PROBLEM DETAILS: Collect from the data below each line with "strokeStyle".
■ ■ ■ ■ ■ ■ ■
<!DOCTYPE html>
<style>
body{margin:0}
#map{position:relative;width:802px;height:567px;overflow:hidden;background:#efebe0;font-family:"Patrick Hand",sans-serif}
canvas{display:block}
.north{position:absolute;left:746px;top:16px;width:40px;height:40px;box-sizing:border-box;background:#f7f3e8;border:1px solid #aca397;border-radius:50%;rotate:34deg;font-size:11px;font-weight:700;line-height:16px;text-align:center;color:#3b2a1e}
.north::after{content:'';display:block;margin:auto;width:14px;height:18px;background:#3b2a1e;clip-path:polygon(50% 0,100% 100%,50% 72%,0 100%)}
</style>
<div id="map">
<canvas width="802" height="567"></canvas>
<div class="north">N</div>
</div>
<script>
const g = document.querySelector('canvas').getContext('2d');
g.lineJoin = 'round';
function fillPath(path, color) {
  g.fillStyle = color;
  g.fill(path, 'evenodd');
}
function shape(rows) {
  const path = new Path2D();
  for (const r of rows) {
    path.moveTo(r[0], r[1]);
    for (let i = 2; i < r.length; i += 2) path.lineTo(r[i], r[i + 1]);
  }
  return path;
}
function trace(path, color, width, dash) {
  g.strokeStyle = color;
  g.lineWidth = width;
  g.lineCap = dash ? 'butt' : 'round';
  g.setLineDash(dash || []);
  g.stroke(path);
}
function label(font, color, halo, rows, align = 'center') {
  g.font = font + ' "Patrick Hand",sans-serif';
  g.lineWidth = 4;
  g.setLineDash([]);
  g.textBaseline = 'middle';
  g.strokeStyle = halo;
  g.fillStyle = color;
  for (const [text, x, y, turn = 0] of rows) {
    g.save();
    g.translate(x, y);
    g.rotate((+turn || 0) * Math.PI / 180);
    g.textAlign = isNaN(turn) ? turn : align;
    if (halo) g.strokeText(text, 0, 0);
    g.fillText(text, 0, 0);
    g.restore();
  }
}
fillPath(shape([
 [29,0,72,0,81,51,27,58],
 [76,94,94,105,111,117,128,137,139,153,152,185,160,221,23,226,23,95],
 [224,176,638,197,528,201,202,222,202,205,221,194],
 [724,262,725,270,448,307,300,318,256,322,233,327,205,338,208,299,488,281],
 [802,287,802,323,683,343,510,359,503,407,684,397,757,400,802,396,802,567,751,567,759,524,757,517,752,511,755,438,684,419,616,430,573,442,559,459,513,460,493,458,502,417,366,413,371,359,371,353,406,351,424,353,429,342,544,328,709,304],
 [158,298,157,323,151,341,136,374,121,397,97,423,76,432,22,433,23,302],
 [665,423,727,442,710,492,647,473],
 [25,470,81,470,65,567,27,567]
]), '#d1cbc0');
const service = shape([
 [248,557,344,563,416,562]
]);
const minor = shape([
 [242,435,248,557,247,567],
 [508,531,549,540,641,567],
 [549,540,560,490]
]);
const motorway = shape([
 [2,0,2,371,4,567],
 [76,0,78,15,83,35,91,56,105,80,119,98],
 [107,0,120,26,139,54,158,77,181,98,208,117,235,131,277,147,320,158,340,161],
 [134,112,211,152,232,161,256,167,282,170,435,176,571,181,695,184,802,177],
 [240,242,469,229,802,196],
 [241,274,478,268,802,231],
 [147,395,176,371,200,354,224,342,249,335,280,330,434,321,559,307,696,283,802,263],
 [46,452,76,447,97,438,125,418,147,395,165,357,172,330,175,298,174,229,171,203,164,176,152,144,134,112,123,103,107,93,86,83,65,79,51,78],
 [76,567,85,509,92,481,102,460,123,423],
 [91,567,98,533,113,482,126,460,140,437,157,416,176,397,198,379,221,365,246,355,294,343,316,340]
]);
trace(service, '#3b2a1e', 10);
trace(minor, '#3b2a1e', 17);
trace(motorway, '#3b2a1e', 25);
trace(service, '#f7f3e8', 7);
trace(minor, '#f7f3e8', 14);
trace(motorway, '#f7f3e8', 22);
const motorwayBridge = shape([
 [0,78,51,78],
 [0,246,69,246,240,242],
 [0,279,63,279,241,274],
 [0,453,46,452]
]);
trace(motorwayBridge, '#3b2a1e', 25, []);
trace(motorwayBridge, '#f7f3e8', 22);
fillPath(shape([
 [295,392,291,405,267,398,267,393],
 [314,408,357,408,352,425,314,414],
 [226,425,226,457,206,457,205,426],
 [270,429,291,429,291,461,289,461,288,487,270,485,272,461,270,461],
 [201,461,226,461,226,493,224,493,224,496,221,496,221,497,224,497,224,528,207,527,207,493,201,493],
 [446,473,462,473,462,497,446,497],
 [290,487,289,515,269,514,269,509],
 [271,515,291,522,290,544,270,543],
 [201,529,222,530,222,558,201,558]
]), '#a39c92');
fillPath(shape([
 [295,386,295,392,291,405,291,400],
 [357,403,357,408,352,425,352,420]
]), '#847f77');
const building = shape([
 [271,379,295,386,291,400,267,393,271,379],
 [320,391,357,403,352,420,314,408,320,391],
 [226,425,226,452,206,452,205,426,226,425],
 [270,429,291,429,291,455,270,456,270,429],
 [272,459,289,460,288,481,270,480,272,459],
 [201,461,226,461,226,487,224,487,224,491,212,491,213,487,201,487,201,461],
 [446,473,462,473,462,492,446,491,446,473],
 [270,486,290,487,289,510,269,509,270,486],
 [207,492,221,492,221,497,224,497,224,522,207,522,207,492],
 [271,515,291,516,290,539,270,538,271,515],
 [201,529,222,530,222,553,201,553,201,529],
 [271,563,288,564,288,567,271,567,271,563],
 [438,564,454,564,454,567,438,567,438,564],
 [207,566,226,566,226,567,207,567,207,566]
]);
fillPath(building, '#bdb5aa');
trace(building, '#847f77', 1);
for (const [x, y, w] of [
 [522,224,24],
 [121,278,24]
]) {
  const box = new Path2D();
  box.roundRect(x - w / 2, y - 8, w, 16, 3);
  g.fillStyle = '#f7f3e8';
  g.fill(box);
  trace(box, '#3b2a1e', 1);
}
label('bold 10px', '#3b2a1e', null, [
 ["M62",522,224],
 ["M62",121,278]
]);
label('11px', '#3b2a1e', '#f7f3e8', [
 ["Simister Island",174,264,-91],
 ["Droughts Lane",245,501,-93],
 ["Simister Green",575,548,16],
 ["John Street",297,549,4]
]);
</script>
■ ■ ■ ■ ■ ■ ■
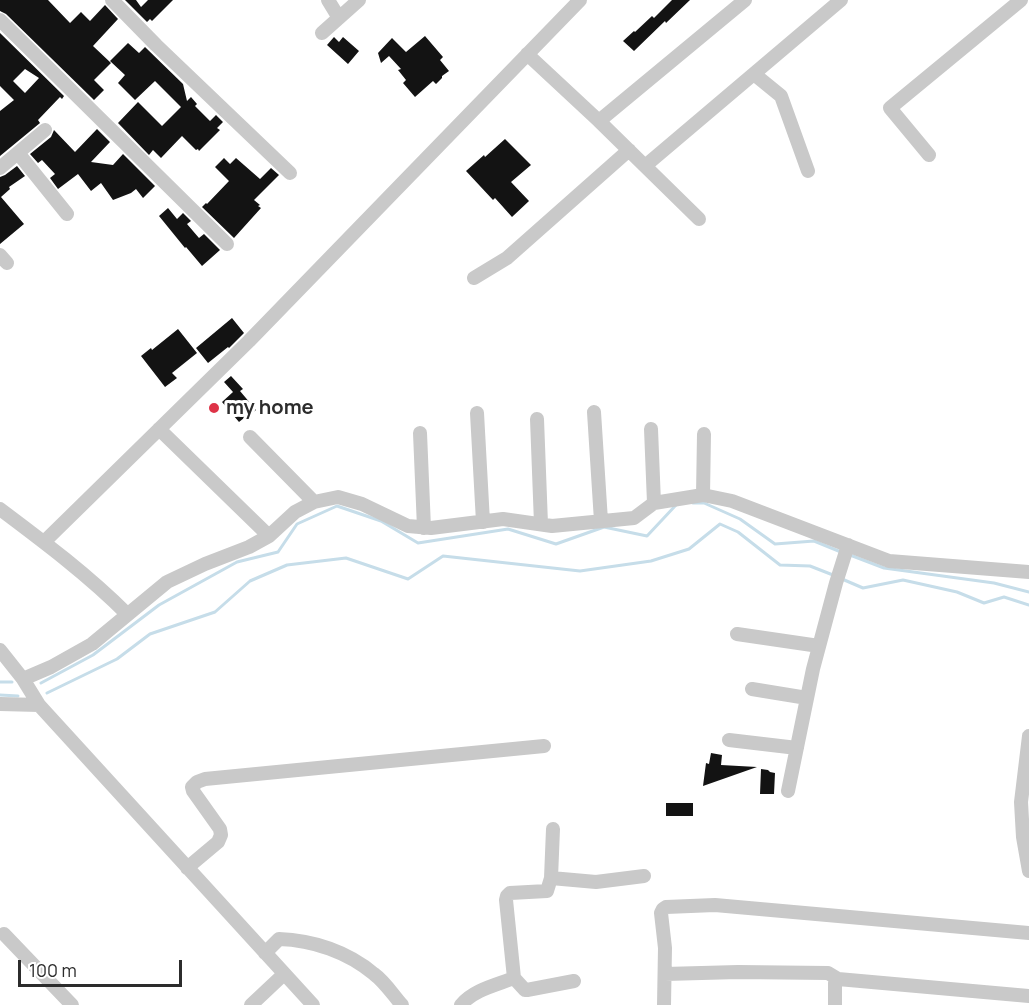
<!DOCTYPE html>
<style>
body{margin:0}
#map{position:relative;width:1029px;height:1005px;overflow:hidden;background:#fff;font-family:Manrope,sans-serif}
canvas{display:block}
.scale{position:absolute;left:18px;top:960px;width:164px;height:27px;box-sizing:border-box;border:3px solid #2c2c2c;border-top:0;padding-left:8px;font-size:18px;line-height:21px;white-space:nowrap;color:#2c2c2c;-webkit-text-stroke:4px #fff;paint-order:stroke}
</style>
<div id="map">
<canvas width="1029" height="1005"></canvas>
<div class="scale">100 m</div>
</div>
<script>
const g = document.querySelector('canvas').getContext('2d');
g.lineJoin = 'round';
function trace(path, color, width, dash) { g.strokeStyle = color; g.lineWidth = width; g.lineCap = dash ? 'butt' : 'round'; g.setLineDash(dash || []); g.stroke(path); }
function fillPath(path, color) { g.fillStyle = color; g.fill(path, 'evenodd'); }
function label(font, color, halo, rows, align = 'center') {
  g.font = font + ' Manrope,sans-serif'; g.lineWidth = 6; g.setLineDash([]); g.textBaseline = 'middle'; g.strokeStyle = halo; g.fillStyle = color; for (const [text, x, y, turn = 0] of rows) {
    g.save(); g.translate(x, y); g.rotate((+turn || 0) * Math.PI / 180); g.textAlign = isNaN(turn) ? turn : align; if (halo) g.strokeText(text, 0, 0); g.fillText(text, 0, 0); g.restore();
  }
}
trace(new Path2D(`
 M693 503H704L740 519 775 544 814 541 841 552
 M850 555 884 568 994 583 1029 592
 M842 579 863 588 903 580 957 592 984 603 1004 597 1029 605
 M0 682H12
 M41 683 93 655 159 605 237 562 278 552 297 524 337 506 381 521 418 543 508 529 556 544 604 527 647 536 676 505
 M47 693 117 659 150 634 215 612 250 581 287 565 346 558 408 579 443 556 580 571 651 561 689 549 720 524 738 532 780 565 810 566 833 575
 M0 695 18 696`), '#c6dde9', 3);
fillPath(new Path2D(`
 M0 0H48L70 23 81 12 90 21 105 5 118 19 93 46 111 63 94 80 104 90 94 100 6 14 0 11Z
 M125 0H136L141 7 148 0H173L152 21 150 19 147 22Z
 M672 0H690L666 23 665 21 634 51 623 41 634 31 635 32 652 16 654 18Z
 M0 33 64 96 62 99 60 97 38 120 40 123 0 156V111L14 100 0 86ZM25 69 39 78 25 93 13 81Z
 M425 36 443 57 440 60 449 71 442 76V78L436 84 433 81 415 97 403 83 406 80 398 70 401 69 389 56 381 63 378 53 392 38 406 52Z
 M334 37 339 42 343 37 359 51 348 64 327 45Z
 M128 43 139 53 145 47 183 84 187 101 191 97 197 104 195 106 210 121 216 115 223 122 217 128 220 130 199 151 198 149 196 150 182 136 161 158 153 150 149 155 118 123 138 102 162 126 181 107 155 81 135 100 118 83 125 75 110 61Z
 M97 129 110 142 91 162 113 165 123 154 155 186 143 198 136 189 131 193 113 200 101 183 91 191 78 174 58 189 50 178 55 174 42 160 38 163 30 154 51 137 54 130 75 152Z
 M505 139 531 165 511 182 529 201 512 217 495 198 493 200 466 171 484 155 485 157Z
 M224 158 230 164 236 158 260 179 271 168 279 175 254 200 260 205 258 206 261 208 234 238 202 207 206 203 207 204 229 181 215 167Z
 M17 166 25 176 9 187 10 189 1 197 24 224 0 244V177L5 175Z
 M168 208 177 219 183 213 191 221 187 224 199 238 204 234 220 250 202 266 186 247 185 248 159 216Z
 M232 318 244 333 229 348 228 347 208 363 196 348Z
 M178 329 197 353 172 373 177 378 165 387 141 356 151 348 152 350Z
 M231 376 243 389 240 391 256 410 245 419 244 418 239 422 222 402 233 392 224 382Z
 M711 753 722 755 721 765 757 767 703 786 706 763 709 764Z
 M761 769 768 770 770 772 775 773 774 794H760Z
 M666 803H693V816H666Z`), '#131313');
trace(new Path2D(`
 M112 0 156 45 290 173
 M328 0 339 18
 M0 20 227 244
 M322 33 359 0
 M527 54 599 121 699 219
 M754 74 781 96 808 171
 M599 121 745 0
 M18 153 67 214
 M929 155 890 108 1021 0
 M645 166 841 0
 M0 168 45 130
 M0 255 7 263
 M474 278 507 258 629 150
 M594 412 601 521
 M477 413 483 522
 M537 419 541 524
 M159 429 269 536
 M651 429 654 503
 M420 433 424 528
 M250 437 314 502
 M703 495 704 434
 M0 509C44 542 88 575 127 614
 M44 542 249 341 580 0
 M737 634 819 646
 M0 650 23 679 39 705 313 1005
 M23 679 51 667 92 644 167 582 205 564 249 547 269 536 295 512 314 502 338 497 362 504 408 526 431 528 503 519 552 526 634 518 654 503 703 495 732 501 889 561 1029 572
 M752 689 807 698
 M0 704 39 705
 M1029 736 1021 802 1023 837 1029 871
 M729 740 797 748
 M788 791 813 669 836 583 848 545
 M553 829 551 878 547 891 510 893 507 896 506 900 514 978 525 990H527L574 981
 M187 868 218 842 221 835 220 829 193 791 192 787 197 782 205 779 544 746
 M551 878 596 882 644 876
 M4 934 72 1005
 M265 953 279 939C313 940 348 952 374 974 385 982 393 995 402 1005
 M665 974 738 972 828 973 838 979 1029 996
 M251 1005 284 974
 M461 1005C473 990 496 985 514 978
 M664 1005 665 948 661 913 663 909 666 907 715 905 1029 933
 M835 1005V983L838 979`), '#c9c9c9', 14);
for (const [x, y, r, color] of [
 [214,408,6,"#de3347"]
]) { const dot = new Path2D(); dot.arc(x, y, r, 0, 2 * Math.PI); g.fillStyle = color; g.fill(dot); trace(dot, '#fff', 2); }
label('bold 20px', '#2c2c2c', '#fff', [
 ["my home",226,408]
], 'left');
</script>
■ ■ ■ ■ ■ ■ ■
EXERCISE OUTPUT:
  g.strokeStyle = color;
  g.strokeStyle = halo;
function trace(path, color, width, dash) { g.strokeStyle = color; g.lineWidth = width; g.lineCap = dash ? 'butt' : 'round'; g.setLineDash(dash || []); g.stroke(path); }
  g.font = font + ' Manrope,sans-serif'; g.lineWidth = 6; g.setLineDash([]); g.textBaseline = 'middle'; g.strokeStyle = halo; g.fillStyle = color; for (const [text, x, y, turn = 0] of rows) {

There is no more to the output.